HUNTING DOWN ECSTASY
Buñuel, Bergman and Genet meet in Max Sacker’s Belle de Lyon
by Kenton Turk
“I should punish you.” The line comes later in the film, but could just as well accompany the initial shots. Opening with dank halls, a caged rat and Nikolai Kinski setting up a miniature guillotine, you could expect to be soaked in dreariness in Max Sacker’s ten-minute short, but it soon turns to the distance of a cinema setting and a turnabout of the standard roles, with beauty sitting firmly in the audience, and not flickering up front, larger than life. This turns again and again, so that it not always clear if we are watching the audience from the screen or vise versa. In this way, the tone is set for the ambiguities that the film explores in pictures and words Belle de Lyon is a determined collage of moments, the sort of images that accompany a night sweat. In large part a take on Buñuel ’s out put, spanning his black-and-white earlier works and culminating with his first colour feature, Belle du jour, Sacker’s film honours beauty and implied horrors.

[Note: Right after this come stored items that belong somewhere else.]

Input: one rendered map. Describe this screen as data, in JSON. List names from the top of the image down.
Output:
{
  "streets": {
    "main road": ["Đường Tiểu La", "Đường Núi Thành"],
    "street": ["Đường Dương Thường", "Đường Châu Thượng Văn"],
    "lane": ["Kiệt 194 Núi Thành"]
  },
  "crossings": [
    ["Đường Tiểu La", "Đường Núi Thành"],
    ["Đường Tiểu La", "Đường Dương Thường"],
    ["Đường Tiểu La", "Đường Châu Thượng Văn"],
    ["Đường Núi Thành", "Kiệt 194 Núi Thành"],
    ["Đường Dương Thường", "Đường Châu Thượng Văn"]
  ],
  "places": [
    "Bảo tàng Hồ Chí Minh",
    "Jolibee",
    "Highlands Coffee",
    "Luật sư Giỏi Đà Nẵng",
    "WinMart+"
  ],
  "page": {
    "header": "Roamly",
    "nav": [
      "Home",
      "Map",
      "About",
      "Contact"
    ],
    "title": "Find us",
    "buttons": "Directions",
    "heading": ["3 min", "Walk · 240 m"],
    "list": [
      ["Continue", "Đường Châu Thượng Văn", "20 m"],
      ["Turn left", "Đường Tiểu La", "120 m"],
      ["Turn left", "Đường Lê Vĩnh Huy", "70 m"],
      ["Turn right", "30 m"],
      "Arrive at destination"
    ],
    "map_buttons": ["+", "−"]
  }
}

The disturbing (Un Chien Andalou’s infamous eye-slicing scene) jockeys for attention next to the comforting (fields bathed in pastel sunsets), the connection being that every scene, every moment is a picture, literally, with an ever-present camera reminding of the viewer of his voyeurism, and that of film in general. Indeed, this is watching the watcher watch the watcher, layers of voyeurism draped over layers of film references. Midway through comes a sequence of Bergmanesque arrangement and stares, making the relative fluidity of the opening and closing sequences bookend swaths in a formal symmetry. Defining direction throughout is an aphoristic romp through words whispered, spoken and occasionally printed out to fill the frame, banners of proclamation that feel like poetic penetration. Jean Genet’s and Harry Crews’s askew logic on love and its attendant pain get headline treatment: ecstasy in betrayal, ecstasy in vengeful annihilation. Valeria Piskounova (Deneuve/Séverine), a Candy Darling clone, strolls through like a work in soft marble. Kinski’s face complements hers with a bevelled angularity that matches his nuanced and shifting earnestness. There isn’t a moment you couldn’t frame; few you wouldn’t bathe in. Even if pain necessarily attends or even intensifies ecstasy, you rarely see the two look better partnered to each other than here.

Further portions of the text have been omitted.